I have pandas data frame have two-level group based on 'col10
' and 'col1
'.All I want to do is, drop all group rows if a specified value in another column repeated or this value did not existed in the group (keep the group which the specified value existed once only) for example:
The original data frame:
df = pd.DataFrame( {'col0':['A','A','A','A','A','B','B','B','B','B','B','B','c'],'col1':[1,1,2,2,2,1,1,1,1,2,2,2,1], 'col2':[1,2,1,2,3,1,2,1,2,2,2,2,1]})

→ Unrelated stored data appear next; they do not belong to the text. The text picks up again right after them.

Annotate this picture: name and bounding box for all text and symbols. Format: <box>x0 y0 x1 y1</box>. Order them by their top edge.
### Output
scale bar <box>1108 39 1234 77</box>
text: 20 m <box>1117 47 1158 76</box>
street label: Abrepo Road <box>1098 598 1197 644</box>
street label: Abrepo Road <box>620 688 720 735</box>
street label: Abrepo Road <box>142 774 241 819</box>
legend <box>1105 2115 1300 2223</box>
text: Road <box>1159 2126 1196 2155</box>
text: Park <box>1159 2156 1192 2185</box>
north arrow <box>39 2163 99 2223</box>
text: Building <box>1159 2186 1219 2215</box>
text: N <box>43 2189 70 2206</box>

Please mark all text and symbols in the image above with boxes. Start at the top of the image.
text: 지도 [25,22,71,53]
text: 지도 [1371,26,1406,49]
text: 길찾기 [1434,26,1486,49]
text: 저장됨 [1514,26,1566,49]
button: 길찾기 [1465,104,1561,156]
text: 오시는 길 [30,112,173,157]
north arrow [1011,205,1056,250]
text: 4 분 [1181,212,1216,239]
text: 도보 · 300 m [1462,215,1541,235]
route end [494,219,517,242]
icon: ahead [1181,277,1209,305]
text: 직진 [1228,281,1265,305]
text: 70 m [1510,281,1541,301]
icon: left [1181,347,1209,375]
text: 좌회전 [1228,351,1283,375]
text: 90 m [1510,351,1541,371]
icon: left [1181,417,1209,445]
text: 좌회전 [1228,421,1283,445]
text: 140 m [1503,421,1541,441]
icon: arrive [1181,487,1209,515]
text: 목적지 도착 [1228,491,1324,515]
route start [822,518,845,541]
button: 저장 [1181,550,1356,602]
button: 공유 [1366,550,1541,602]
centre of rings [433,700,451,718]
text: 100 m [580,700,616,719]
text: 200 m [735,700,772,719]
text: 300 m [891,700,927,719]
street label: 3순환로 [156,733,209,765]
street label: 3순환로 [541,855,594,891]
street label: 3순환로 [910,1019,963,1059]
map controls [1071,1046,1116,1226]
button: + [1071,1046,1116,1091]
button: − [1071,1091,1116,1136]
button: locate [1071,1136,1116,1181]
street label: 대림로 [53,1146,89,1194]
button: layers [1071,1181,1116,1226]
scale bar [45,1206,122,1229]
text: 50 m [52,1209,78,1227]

I need to keep the the rows for the group for example (['A',1],['A',2],['B',2])
in this original DF
I tried this step:
df.groupby(['col0','col1']).apply(lambda x: (x['col2']==1).sum()==1)
where the result is
col0 col1
A 1 True
2 True
B 1 False
2 True
c 1 False
dtype: bool
How to create the desired Df based on this bool?
You can do this as below:
m=(df.groupby(['col0','col1'])['col2'].
transform(lambda x: np.where((x.eq(1)).sum()==1,x,np.nan)).dropna().index)
df.loc[m]
Or:
df[df.groupby(['col0','col1'])['col2'].transform(lambda x: x.eq(1).sum()==1)]
col0 col1 col2
0 A 1 1
1 A 1 2
2 A 2 1
3 A 2 2
4 A 2 3
12 c 1 1